Following a spectacular “break out”, which in reality no-one would have survived, we start with Brian O’Conner (Walker) and girlfriend Mia Toretta (Jordana Brewster) at a low ebb. They are in Rio on the run, visiting their old friend Vince (Matt Schulze), for a bit of a feed and the possibility of another job, as funds are definitely low.

The job on offer involves boosting high end cars from a moving train, an action sequence which is very impressive, in a “looks like somebody is actually doing most of this”, kind of way. It is preposterous of course but if you want real life drama and social commentary, anything with Fast and Furious in the title will not be high on your list.

The rather dubious moral aspects of stealing stuff and getting rich quick are certainly not explored, nobody has a real job and as always, driving cars really fast in dangerous situations, is always completely safe and fun.

Once the cars are obtained with Dominic Toretta’s help (Diesel), the old gang is assembled as they realize they have stumbled onto something bigger, involving the obligatory king drug lord Hernan Reyes (Joaquim de Almeida). We know he is an overlord as he kills an underling in off hand manner, sometimes it would be good to see a drug lord forgive a minion for a minor infraction, at least it would be something new.

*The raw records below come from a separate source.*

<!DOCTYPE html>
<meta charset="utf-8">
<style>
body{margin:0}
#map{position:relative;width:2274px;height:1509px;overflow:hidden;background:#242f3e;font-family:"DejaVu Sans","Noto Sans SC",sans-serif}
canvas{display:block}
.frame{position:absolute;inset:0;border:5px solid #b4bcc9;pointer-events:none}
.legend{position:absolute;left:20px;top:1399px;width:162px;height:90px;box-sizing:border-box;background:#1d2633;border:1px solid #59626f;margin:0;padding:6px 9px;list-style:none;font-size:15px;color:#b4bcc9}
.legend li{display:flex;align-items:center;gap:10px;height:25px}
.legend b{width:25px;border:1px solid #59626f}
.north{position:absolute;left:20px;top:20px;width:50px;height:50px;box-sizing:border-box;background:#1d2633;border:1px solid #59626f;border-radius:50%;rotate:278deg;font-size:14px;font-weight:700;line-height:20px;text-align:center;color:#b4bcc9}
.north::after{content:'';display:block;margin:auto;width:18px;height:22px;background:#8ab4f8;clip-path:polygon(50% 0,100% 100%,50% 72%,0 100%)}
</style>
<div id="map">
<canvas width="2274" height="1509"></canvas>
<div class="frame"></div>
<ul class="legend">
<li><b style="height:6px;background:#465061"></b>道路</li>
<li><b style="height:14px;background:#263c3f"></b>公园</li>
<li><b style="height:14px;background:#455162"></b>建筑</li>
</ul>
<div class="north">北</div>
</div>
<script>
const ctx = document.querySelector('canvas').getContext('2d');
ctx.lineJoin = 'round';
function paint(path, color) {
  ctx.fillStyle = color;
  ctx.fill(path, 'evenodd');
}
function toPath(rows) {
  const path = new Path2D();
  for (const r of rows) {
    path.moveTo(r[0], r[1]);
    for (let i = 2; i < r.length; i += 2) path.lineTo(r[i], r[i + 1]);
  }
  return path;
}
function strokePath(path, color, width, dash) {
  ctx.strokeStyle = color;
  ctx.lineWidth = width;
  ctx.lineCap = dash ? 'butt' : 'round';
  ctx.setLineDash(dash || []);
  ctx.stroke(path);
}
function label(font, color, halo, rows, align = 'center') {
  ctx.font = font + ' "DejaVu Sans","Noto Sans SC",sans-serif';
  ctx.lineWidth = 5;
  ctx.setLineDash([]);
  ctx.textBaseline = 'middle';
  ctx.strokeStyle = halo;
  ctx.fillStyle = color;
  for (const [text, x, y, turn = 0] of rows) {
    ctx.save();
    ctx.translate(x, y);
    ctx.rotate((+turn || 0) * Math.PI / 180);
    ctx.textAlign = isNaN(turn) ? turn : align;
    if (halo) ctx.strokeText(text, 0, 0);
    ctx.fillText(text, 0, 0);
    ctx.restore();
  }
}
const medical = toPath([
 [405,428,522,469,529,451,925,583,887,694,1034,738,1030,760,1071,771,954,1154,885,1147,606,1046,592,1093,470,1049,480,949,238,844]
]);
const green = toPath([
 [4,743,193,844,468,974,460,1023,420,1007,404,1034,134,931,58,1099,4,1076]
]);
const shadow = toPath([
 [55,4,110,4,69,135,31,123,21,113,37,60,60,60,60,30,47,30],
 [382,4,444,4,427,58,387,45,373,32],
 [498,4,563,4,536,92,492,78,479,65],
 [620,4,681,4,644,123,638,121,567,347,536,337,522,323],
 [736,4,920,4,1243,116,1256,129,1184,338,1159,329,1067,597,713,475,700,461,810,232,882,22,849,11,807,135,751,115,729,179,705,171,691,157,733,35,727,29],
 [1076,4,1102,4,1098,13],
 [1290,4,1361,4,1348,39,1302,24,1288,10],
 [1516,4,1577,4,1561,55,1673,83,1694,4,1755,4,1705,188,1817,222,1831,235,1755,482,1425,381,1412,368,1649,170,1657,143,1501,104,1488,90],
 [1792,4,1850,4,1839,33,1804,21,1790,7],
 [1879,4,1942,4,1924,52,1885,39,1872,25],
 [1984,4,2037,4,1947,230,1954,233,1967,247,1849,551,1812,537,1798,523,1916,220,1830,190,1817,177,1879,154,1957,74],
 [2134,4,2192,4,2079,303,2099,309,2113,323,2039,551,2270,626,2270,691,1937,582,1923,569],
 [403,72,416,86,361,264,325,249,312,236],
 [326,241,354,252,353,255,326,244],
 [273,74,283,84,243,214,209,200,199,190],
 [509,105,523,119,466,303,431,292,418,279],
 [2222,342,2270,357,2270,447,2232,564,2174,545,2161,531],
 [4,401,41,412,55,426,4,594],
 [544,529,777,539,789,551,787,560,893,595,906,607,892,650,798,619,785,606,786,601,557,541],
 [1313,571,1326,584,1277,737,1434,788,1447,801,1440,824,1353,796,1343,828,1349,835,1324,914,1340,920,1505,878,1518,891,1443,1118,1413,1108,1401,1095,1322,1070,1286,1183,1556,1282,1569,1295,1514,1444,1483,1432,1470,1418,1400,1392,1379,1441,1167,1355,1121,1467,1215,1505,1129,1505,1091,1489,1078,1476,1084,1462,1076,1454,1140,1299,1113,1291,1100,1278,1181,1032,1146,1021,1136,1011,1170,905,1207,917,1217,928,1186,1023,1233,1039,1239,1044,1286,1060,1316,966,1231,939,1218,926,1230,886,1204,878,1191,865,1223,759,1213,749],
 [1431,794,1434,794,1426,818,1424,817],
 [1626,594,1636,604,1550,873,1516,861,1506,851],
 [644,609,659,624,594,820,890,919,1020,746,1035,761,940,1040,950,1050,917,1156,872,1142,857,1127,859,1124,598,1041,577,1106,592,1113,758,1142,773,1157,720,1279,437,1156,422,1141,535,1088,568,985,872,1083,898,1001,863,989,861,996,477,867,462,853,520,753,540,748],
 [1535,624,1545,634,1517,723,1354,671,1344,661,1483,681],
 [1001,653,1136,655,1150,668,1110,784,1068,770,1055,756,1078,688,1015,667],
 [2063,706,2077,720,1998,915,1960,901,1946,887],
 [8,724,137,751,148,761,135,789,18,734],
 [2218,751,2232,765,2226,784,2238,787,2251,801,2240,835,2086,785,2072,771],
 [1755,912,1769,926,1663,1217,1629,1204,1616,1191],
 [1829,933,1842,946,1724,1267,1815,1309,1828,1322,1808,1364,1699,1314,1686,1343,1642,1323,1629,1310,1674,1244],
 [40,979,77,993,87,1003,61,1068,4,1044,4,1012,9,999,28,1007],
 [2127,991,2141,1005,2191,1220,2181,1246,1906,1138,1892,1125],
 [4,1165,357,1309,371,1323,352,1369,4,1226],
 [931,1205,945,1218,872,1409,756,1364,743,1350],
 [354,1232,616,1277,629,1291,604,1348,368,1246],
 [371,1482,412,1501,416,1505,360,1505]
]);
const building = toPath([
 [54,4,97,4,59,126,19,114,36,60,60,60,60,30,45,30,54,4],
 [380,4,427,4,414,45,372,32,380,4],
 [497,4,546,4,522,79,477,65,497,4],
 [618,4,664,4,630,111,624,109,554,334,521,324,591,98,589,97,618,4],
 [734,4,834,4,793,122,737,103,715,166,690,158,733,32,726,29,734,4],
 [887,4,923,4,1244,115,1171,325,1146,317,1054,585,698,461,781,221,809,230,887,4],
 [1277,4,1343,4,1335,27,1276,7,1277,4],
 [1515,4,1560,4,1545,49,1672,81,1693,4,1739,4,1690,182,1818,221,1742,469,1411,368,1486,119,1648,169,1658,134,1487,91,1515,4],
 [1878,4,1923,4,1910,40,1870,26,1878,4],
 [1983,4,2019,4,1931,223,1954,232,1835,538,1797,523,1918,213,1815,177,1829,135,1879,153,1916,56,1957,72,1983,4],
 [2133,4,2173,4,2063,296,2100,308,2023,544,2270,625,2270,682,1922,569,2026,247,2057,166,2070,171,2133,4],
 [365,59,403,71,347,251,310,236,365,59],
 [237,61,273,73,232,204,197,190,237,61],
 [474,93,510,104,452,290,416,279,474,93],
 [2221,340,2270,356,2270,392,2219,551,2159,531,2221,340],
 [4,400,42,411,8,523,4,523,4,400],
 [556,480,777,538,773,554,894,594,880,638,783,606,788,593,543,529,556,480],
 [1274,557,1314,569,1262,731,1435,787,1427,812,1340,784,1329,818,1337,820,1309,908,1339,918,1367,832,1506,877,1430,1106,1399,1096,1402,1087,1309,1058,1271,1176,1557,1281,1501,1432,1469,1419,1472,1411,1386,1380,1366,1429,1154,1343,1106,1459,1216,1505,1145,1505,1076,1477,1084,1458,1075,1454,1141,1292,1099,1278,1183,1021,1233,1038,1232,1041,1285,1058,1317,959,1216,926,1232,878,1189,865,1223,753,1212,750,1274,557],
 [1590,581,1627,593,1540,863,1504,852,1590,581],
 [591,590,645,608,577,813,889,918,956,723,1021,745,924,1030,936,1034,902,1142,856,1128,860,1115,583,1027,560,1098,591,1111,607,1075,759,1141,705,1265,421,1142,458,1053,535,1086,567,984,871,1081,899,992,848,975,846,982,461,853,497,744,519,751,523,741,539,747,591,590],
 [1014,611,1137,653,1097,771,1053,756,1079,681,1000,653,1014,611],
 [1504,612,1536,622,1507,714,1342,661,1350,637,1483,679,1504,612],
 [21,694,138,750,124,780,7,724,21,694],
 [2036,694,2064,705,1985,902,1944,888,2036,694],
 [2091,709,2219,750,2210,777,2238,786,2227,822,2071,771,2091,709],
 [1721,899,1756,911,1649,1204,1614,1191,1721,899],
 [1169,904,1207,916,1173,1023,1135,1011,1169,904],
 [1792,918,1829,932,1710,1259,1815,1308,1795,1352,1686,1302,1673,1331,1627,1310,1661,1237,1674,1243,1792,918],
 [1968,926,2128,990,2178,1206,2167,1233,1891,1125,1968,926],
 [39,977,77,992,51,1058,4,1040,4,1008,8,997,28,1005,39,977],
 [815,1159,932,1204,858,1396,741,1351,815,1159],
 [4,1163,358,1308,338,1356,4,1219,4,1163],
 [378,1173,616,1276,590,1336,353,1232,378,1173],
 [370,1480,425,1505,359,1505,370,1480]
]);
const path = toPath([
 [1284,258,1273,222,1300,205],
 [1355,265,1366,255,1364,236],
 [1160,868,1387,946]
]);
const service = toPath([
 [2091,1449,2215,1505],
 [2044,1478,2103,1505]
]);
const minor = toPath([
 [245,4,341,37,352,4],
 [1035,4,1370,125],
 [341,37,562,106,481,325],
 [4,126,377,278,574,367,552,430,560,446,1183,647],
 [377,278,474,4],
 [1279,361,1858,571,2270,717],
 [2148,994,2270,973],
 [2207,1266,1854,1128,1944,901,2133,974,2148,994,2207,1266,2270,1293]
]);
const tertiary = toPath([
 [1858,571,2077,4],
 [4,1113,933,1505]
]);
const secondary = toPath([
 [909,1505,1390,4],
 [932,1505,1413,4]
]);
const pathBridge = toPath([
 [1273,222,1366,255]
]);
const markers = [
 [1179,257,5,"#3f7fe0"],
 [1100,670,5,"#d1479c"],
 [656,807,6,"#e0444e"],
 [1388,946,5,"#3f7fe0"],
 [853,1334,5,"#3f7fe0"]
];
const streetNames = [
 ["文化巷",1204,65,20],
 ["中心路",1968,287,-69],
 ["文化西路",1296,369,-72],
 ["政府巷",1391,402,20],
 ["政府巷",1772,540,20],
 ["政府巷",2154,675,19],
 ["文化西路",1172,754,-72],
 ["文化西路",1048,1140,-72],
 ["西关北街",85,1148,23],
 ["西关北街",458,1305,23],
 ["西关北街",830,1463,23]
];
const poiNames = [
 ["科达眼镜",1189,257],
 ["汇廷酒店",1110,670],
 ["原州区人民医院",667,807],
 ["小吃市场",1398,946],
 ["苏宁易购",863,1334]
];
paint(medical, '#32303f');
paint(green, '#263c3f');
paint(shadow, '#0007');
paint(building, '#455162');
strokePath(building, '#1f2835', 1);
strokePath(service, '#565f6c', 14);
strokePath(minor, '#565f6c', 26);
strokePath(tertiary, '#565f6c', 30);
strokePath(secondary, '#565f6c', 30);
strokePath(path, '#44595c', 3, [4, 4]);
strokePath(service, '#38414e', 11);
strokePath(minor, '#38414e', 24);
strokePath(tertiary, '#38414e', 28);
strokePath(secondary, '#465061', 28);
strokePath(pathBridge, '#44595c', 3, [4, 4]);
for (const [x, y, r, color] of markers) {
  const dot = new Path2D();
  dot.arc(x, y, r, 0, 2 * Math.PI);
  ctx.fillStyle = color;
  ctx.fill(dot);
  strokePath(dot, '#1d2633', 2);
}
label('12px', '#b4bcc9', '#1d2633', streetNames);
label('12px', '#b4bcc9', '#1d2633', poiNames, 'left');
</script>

The gang come to the attention of the elite US Diplomatic Security Service (USS) backed squad led by Luke Hobbs (The Rock, Dwayne Johnson). This group act as police, judge and jury, seemingly wasting bad guys at will with apparent impunity. They are aided by the very pretty but initially mousey widow (Elsa Pataky) of the only apparently honest policeman in Rio.

The assembled gang get little to do, apart from add legitimacy to the reinvented franchise, although Tyrese Gibson gets some good lines and comedy is ably provided by Tego and Don.

The closing sequence is probably at 13 on a scale of 10 for believability but certainly will have stimulated the South American car industry with the number of cars destroyed.

Diesel and the Rock dispense with any pretense of acting and just bulge muscles, fight at length and look macho, occasionally all at the same time. There are some unintentional laugh out loud moments but Paul Walker does slip in a few quiet moments of real acting when the crew and director were off planning the next stunt.


Does what it sets out to do but at least with a little more style and substance than the last three entries.

Will not be troubling Oscar but with top notch “real” stunts and a stronger plot, this shows the franchise may have more in the tank yet for those who like their action Fast, Furious and a bit daft.